» Task
Please count how many lines of the data include the word "pathBridge". Give only that number in reply.

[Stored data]
───
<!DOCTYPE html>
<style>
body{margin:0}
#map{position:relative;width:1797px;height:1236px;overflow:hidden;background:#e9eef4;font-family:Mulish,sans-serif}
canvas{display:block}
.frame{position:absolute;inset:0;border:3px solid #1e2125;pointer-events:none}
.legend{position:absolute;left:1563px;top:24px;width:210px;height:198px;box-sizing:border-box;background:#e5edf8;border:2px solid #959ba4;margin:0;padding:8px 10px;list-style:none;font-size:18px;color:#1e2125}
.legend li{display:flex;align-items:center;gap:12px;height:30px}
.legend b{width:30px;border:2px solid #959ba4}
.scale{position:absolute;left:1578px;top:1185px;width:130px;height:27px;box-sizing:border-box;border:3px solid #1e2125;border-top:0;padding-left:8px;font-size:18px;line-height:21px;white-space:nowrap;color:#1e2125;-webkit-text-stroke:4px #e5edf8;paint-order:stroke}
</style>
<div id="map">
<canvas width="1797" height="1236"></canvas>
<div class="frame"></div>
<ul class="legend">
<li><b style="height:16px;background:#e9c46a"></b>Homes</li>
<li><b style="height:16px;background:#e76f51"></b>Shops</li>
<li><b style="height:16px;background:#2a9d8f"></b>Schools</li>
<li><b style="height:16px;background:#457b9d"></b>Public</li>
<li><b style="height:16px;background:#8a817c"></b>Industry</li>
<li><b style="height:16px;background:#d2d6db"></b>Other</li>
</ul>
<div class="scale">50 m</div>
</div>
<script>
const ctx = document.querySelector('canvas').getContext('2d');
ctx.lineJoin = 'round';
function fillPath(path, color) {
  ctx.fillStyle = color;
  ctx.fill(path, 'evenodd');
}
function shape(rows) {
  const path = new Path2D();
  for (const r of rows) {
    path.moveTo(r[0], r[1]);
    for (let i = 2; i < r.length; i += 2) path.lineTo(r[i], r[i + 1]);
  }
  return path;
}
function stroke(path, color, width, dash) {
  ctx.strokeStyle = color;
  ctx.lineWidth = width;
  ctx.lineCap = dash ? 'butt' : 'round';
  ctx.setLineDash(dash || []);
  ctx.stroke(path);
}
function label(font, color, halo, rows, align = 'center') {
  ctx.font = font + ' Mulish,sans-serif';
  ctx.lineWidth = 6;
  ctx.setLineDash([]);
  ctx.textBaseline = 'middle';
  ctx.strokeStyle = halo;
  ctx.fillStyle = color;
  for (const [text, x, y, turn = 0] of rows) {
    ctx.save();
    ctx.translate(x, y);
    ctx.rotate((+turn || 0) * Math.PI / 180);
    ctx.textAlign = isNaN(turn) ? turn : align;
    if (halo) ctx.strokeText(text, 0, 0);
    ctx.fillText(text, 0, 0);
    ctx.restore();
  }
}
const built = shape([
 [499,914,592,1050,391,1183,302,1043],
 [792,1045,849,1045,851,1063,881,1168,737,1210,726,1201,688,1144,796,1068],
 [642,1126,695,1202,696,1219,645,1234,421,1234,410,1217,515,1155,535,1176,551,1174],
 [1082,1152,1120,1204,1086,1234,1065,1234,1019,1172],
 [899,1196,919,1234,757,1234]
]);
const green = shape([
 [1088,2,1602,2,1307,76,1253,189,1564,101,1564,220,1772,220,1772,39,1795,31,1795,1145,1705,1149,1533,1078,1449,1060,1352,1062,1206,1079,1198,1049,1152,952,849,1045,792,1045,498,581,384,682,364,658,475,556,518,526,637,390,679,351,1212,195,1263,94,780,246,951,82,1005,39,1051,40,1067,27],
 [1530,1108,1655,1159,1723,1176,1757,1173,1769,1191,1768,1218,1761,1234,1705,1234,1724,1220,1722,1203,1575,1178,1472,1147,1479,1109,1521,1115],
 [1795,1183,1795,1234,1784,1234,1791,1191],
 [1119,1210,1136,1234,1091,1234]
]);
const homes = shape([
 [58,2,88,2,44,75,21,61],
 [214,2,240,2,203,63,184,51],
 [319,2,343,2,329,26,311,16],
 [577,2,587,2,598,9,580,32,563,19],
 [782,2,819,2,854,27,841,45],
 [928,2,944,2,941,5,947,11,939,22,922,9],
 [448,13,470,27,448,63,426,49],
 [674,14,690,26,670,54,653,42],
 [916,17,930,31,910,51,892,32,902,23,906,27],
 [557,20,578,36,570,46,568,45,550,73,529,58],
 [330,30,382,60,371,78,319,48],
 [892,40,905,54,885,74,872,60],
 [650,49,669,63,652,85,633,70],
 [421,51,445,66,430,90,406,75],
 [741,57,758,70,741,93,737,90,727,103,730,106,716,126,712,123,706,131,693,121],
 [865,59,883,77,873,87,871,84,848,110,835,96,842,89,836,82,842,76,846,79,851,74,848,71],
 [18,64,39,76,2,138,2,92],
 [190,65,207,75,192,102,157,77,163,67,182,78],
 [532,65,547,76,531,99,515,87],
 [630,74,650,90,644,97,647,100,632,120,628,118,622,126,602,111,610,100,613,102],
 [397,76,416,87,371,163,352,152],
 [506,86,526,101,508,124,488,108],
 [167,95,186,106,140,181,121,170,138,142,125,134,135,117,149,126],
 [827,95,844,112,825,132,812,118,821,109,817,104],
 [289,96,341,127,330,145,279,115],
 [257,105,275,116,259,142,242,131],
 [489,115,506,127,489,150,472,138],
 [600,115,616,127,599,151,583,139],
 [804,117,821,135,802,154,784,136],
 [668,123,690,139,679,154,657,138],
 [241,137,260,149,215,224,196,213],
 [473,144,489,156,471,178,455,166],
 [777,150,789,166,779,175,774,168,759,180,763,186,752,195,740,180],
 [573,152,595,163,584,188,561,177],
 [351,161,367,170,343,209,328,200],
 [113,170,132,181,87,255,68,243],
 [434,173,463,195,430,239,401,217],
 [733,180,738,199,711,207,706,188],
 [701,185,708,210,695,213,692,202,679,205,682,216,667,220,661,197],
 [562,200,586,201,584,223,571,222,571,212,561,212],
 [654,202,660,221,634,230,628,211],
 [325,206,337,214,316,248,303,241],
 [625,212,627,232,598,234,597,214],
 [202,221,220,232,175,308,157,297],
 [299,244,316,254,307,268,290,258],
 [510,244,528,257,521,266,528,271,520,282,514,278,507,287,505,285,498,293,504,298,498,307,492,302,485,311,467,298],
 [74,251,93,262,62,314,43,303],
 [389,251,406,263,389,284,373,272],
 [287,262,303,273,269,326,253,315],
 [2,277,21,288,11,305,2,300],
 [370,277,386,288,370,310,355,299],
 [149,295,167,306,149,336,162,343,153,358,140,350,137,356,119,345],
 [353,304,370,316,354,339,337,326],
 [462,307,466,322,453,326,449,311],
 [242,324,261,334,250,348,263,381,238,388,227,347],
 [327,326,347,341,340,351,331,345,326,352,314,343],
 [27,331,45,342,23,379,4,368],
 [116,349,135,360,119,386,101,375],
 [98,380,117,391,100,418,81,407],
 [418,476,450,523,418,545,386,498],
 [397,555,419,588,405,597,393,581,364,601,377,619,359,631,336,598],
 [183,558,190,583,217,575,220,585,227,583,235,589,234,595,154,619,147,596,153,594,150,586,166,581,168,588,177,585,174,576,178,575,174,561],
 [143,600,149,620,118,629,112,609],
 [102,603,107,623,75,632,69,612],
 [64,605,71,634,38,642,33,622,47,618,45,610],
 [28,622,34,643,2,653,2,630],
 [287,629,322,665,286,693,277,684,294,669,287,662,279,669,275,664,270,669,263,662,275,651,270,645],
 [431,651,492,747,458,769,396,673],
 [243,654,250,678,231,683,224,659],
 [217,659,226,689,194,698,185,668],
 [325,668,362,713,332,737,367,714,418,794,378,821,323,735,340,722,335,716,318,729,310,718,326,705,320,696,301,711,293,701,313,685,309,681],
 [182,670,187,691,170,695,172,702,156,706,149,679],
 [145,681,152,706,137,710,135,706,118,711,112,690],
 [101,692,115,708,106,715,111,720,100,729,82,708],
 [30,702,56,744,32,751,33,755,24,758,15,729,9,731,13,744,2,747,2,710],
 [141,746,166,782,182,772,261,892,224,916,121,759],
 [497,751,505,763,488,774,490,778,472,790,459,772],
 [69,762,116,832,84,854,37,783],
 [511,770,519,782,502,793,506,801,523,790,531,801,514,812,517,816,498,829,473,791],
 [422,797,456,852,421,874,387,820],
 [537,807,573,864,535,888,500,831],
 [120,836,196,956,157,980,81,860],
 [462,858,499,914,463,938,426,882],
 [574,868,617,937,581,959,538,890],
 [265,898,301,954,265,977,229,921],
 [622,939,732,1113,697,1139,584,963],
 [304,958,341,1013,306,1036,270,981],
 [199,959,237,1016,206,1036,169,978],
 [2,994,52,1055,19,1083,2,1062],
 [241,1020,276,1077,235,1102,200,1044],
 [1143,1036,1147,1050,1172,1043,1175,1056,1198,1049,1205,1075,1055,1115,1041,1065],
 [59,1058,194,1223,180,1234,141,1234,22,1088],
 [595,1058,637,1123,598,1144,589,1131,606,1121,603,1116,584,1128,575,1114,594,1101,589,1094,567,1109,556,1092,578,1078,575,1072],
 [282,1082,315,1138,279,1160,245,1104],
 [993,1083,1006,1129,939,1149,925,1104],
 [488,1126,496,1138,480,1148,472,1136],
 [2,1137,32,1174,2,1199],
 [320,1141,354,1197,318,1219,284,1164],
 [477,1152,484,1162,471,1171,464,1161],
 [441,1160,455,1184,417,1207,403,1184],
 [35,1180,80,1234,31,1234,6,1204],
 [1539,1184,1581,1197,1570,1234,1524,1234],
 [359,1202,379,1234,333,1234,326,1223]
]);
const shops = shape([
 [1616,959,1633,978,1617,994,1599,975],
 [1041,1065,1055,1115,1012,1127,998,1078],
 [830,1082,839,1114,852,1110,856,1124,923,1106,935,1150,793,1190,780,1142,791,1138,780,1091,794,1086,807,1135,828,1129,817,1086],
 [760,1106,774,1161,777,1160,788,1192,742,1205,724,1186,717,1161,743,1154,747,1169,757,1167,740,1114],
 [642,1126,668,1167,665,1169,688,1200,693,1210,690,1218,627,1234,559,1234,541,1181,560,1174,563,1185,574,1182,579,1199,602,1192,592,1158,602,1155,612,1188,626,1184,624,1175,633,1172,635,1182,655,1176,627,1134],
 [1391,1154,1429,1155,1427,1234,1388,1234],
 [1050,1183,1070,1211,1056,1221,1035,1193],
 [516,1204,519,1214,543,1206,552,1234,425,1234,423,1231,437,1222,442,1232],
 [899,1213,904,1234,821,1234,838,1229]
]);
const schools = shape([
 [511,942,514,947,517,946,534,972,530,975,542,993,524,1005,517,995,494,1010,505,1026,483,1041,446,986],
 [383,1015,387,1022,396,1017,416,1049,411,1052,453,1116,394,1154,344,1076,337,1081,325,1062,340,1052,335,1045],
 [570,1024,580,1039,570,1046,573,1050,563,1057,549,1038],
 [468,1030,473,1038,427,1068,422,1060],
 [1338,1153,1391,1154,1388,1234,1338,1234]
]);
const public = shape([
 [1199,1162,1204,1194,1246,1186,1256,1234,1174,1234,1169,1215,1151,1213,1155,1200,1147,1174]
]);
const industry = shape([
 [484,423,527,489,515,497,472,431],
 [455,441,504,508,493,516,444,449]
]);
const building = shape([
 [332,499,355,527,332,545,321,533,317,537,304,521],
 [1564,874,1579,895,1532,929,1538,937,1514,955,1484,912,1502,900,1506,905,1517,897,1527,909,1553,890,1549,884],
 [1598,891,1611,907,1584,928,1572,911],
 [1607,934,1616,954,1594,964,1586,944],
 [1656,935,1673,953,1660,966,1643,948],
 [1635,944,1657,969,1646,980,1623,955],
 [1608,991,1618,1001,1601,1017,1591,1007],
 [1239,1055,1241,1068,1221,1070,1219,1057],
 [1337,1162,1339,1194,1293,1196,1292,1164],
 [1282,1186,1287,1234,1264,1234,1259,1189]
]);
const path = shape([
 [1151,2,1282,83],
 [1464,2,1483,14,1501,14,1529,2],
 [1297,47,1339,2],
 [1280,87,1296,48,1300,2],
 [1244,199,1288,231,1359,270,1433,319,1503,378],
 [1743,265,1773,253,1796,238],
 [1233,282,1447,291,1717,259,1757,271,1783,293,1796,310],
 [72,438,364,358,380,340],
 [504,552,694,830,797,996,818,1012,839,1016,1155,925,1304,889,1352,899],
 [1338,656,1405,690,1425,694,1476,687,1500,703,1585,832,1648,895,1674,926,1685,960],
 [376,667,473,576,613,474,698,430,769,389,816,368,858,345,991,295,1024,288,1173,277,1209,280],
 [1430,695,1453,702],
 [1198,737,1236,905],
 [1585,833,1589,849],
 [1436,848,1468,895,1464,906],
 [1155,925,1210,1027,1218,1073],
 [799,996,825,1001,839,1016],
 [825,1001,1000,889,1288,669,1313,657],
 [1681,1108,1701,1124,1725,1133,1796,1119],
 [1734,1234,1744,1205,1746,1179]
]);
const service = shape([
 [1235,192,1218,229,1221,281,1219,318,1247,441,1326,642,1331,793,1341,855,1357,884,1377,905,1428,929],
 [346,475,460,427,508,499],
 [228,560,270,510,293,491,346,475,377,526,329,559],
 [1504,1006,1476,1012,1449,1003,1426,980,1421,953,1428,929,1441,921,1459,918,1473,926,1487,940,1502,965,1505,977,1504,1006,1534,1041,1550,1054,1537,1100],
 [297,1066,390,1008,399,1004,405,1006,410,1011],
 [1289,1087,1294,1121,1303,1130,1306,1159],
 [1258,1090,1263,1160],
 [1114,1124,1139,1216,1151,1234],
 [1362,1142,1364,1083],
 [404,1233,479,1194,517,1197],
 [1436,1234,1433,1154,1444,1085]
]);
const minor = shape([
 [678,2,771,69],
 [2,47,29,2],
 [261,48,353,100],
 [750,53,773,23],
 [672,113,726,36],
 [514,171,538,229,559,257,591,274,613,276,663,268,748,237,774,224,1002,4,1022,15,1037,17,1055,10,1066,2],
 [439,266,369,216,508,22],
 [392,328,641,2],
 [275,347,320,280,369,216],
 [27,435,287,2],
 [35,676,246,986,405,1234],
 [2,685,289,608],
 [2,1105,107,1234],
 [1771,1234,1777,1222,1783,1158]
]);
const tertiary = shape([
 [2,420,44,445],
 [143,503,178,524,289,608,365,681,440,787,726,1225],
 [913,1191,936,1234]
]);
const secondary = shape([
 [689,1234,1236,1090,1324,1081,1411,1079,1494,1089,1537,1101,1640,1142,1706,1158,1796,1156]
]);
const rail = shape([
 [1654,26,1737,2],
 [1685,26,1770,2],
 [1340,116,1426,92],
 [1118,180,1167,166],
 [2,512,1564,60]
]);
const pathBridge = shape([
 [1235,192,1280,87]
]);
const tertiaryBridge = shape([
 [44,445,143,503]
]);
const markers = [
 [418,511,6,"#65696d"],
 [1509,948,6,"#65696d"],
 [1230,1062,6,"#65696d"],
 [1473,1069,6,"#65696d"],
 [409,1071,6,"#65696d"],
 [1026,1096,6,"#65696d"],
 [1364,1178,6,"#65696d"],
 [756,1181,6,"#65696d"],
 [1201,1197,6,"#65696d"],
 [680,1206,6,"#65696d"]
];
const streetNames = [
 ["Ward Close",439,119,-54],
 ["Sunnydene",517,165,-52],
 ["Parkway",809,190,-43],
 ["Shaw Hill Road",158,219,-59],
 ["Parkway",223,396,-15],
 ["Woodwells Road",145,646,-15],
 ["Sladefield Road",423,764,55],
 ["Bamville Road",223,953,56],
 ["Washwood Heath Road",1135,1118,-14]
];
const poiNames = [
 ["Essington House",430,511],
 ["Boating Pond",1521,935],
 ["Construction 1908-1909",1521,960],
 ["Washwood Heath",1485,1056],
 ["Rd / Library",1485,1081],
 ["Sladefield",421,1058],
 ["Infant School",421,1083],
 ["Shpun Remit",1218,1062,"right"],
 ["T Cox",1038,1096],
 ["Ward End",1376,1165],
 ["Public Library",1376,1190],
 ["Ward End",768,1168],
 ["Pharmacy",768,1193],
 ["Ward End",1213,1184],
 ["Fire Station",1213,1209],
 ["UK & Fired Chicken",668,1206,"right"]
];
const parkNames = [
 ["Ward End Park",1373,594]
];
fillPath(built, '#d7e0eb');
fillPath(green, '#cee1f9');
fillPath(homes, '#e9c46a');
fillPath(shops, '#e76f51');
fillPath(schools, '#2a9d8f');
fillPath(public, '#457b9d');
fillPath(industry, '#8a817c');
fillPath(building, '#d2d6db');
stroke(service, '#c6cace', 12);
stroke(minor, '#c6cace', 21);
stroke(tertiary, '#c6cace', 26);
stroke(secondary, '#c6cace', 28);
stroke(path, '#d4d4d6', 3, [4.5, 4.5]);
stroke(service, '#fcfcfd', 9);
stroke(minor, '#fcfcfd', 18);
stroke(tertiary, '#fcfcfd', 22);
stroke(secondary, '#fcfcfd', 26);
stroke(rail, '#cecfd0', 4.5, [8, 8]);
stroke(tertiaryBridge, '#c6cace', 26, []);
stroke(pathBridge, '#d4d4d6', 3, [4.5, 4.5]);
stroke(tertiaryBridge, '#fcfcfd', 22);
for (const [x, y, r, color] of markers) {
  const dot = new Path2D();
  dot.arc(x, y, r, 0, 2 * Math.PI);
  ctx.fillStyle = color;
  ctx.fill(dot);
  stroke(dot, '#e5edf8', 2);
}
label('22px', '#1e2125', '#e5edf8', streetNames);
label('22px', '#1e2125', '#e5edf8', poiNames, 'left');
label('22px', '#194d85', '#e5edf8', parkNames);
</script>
───
» Task result
2